How to get the bounding boxes in feature map space?

For my video action recognition model, I am using I3D network as a feature extractor.

I am passing a clip of 64 RGB frames to the network and am taking the output of one of the intermediate layers(ie. Mixed_4f.b3b.conv3d) layer as my feature map.

In the original RGB frames, I know the bounding box coordinates of all the objects. Is it possible to get the corresponding bounding box locations in the feature map space?

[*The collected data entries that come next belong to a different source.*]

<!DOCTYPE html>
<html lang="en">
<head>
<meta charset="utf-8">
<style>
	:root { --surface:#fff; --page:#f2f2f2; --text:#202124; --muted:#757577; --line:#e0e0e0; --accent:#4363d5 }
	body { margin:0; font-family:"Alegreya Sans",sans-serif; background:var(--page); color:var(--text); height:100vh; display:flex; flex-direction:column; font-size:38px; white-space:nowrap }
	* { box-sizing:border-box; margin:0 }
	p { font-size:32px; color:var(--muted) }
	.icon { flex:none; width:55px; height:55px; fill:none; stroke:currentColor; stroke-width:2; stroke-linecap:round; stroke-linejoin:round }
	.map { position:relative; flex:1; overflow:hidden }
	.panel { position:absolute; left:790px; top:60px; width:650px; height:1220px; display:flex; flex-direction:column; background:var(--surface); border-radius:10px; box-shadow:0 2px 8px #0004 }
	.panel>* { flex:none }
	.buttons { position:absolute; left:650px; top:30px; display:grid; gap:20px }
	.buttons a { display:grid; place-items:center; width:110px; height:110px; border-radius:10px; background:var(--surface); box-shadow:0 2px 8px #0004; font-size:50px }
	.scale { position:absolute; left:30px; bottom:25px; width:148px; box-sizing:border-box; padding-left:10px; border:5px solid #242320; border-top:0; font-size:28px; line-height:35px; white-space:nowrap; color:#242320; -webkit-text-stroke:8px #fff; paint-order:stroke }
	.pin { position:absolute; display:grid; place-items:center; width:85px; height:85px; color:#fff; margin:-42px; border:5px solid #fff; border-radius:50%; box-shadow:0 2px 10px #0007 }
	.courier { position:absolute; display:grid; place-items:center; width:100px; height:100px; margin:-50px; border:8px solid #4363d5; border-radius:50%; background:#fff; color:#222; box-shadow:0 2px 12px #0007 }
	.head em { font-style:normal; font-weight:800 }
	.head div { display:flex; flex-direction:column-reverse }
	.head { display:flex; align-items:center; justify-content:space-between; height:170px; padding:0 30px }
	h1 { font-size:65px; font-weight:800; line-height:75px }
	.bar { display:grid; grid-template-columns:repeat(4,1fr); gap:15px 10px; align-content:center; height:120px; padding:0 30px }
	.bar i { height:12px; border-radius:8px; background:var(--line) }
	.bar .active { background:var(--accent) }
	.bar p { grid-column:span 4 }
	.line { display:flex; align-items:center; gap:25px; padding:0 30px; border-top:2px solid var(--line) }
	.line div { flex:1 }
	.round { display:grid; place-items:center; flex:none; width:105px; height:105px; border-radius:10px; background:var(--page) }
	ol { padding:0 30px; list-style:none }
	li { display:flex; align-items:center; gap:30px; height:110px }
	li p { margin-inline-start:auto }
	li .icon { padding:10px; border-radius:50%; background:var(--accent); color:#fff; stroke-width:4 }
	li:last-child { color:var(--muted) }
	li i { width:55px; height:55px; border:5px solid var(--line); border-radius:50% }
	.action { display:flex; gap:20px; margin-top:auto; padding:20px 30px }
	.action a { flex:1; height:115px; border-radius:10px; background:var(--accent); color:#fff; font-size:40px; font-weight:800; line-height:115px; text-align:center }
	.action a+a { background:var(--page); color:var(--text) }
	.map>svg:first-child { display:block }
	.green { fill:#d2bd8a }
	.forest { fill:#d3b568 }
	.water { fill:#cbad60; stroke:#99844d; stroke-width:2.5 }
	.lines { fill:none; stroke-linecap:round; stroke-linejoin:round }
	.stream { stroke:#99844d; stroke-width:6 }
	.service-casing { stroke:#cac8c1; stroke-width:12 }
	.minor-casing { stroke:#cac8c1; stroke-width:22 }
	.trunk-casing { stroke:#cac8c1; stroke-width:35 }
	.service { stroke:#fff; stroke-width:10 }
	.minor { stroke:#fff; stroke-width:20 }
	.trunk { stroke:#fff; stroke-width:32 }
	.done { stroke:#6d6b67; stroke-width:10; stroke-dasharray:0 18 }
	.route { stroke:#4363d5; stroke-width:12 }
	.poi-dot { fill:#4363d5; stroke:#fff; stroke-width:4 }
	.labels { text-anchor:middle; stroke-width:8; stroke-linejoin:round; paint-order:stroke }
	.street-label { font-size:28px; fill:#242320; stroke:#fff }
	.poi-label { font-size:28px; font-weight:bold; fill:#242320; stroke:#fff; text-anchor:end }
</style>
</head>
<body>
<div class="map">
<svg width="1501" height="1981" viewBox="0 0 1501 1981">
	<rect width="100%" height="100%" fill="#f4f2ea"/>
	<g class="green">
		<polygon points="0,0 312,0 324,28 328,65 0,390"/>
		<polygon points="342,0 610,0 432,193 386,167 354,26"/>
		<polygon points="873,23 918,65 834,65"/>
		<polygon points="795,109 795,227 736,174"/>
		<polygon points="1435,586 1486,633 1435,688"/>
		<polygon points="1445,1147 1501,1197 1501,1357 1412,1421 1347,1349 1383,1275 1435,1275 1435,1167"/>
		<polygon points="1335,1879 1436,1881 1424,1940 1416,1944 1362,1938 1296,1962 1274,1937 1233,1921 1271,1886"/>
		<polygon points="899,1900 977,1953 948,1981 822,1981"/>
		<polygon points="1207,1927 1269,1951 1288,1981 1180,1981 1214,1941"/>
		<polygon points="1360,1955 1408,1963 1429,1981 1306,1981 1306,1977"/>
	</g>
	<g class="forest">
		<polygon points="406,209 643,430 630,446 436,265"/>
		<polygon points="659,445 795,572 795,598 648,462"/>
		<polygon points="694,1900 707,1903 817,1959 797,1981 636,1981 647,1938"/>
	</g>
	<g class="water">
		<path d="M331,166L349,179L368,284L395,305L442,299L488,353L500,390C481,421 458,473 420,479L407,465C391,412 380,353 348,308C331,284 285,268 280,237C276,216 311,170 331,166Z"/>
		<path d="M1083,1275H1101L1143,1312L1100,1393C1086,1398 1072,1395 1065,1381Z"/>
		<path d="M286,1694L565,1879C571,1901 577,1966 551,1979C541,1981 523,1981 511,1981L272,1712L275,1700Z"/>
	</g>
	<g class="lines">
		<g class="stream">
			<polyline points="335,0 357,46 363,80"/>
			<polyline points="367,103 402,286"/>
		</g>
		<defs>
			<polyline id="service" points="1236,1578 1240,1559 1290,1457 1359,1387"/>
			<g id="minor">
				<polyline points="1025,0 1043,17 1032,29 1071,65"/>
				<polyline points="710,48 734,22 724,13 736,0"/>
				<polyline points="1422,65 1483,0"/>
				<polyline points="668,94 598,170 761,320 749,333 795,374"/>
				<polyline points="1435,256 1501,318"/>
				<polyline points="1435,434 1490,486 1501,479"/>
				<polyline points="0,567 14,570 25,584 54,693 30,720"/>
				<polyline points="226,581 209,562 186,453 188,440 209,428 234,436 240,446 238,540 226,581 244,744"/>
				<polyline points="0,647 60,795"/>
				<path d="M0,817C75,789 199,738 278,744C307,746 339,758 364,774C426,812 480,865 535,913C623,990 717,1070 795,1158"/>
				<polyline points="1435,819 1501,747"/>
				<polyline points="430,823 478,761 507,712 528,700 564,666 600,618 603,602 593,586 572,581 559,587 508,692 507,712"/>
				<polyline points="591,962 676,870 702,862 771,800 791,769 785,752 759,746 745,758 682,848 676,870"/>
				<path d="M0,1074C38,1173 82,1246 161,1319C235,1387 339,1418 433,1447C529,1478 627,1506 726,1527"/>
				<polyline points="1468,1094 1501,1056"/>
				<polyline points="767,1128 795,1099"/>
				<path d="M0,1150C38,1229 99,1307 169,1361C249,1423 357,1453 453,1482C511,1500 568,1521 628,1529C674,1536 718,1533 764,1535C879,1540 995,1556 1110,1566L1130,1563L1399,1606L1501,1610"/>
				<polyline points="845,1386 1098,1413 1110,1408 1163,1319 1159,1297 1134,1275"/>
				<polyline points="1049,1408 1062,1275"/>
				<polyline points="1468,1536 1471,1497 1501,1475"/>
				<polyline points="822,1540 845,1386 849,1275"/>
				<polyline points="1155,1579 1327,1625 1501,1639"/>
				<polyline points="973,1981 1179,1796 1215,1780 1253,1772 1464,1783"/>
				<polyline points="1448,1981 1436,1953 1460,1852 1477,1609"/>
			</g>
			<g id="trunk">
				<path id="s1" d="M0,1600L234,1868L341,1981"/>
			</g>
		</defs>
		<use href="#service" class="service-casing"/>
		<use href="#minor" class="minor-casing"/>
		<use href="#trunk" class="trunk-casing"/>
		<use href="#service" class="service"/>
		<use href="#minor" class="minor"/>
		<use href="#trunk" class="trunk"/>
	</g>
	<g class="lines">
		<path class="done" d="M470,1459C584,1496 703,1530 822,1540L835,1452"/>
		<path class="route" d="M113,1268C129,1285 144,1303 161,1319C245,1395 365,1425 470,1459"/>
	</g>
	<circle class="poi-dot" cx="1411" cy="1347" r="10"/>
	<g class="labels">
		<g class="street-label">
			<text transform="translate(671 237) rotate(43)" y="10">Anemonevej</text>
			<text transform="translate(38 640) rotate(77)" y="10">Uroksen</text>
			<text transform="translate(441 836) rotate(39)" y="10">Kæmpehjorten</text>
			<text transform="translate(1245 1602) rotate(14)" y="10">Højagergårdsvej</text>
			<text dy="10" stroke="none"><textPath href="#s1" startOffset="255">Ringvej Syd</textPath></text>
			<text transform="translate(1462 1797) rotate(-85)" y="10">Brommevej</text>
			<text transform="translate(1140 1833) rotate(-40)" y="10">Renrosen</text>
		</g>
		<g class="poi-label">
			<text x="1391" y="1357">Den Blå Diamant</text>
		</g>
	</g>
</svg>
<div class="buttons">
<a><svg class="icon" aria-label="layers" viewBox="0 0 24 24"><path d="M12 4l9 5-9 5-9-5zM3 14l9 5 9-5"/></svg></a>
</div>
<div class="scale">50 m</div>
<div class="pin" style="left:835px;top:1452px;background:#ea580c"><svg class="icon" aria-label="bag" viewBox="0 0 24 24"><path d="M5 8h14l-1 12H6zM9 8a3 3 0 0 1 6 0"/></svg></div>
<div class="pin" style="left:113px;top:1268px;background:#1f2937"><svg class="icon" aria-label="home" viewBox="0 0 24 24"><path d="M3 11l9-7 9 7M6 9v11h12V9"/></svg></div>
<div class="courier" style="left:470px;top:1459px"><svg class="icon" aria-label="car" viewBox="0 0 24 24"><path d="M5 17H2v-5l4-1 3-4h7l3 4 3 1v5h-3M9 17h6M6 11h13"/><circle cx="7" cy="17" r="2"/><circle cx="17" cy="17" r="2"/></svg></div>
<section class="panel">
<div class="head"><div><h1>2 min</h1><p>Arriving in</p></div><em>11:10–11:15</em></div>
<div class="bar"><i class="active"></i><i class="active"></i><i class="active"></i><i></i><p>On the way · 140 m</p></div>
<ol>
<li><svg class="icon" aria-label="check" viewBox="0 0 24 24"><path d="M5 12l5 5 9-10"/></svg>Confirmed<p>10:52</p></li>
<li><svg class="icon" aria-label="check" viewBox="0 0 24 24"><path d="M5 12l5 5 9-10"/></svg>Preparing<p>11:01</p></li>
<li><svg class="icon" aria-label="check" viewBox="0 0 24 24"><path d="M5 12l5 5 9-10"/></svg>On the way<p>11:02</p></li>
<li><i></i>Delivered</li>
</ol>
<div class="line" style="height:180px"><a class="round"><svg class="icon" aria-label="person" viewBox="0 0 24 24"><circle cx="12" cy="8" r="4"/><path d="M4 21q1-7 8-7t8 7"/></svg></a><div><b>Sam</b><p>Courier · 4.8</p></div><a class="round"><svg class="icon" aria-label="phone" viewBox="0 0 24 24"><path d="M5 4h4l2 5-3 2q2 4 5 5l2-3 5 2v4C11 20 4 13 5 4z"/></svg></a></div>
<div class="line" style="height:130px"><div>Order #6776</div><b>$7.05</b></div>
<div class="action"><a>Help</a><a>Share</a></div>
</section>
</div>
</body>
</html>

Is there a 1-1 pixel mapping between the original frame and the feature map.

For eg. my input is B x 64 x 3 x 400 x 400 [B x T x C x W x H] and my output is B x 512 x 16 x 25 x 25 [X x F x T/4 x W/16 x H/16].

Since width and height have been reduced to 1/16 can I interpolate and estimate the coordinates of the objects in the feature map?

I wanted to do something similar. Yes you can do that. There are 2 main operations for this: ROI-pooling and ROI-aligning. Basically, each bounding box is a certain region of interest (ROI), which is first projected onto the feature map. They differ in the way features are computed for a certain ROI.

I highly recommend this video which explains how both operations work (it starts around the 20th minute). ROI-aligning is actually simpler and performs better than ROI-pooling, since it doesn’t snap the projected region of interest onto the grid cells. Both are implemented in torchvision.

I also recommend this Stackoverflow post that explains how ROI-align works in PyTorch.

Thanks for the answer @Niels_PyTorch. I just tried out ROI-align and it seems to be serving my purpose well.

I will update this thread with any new learnings/challenges with ROI-align.